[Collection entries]
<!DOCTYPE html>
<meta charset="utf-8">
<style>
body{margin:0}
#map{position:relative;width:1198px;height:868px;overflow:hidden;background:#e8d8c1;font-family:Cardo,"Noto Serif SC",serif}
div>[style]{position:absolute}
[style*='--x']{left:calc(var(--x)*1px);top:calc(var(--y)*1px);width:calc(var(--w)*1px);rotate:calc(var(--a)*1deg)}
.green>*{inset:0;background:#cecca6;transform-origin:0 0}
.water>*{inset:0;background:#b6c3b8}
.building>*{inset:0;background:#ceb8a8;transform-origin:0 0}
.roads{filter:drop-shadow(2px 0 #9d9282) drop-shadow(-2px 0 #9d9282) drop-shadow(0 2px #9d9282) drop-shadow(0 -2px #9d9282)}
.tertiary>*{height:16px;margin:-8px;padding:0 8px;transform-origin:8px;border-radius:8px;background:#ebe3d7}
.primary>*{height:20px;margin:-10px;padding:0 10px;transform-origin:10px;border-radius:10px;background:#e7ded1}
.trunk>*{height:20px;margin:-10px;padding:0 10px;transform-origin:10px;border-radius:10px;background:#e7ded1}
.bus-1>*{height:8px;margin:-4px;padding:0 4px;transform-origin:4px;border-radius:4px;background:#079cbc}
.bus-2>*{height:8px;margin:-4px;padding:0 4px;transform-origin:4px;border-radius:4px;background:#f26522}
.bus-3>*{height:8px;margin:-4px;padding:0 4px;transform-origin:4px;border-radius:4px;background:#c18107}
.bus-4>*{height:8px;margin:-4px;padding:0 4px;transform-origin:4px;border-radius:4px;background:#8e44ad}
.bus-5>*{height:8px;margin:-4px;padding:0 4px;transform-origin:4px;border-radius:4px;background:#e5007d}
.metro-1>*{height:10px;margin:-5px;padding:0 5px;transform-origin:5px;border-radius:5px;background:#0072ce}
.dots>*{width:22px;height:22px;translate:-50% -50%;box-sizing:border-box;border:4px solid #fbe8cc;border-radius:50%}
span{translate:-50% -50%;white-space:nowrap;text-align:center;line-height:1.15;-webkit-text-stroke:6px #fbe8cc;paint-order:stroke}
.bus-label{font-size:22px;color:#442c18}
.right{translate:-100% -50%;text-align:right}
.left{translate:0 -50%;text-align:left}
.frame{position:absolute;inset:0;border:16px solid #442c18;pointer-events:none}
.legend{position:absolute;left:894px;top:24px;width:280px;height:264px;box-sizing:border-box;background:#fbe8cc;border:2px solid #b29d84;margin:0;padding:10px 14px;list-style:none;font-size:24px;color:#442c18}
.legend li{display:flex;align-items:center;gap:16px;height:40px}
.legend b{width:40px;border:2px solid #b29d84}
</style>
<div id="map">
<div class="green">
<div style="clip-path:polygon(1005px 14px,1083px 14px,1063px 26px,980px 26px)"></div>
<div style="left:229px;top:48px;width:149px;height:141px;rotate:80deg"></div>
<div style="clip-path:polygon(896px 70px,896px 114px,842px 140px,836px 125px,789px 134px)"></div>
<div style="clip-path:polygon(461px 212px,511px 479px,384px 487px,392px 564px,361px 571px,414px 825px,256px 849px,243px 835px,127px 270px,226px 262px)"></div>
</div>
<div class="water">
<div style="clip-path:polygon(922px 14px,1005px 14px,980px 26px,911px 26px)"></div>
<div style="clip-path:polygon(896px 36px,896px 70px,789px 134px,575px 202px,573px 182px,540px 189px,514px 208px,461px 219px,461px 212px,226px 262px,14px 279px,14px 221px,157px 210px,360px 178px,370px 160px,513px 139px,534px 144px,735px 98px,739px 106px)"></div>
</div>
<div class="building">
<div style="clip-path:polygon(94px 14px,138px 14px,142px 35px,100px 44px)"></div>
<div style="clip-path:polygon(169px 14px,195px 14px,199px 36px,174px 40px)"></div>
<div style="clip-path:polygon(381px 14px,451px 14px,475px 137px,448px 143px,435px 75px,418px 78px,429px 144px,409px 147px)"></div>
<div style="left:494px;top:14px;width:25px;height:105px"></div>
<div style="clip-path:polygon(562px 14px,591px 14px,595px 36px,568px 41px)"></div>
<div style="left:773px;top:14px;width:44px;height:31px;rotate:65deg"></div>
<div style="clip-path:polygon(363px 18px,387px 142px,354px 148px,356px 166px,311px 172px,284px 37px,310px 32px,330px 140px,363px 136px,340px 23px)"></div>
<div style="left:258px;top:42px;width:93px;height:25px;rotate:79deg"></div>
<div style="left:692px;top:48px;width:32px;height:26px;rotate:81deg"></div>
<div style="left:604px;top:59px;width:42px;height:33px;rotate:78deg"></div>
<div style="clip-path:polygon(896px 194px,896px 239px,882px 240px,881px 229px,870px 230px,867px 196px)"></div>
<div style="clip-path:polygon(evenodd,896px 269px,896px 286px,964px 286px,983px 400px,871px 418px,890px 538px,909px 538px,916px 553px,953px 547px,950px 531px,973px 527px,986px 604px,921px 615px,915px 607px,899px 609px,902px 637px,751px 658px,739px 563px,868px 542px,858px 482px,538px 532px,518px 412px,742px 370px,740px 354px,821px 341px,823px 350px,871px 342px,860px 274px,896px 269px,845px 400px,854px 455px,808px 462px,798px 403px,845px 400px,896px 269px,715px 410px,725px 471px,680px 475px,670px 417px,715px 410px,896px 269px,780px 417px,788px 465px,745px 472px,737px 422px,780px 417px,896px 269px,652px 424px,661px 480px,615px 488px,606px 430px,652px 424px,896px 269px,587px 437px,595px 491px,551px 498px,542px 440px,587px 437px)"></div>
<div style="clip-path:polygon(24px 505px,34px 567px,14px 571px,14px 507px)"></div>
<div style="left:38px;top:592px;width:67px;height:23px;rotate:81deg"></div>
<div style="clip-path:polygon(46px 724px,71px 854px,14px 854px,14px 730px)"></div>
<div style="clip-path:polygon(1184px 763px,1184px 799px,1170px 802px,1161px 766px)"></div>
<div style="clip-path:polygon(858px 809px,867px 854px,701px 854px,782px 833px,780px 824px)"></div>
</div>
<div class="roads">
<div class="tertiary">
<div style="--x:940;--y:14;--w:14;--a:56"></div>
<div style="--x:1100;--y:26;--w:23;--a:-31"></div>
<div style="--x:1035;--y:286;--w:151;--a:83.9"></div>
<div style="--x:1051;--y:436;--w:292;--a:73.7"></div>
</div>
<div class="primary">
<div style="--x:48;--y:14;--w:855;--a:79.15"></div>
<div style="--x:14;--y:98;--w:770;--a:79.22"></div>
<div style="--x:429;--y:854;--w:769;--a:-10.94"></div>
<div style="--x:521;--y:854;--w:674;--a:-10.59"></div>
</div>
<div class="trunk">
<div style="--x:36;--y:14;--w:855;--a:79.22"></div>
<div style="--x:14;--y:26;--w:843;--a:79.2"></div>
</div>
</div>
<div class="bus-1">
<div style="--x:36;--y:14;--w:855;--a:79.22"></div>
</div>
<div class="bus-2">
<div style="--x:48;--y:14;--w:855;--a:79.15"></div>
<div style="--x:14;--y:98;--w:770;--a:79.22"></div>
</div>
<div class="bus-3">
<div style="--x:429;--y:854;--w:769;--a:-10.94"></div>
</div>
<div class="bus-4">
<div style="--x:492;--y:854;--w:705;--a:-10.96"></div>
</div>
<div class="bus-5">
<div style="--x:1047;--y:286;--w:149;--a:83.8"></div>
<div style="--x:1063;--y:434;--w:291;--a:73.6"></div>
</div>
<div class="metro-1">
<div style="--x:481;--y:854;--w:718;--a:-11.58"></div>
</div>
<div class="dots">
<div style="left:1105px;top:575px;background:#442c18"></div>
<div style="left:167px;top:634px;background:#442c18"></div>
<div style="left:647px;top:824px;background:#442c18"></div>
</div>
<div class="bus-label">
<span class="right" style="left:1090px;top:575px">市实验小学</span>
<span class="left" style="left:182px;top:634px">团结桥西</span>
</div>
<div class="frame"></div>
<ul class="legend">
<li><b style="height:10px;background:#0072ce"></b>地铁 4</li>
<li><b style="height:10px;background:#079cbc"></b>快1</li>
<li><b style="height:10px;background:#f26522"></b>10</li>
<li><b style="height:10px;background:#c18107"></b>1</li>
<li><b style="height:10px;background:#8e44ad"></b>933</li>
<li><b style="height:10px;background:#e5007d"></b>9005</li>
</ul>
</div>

== Task statement ==
Go through the entries above and copy each line with "green" in it.

== Output ==
.green>*{inset:0;background:#cecca6;transform-origin:0 0}
<div class="green">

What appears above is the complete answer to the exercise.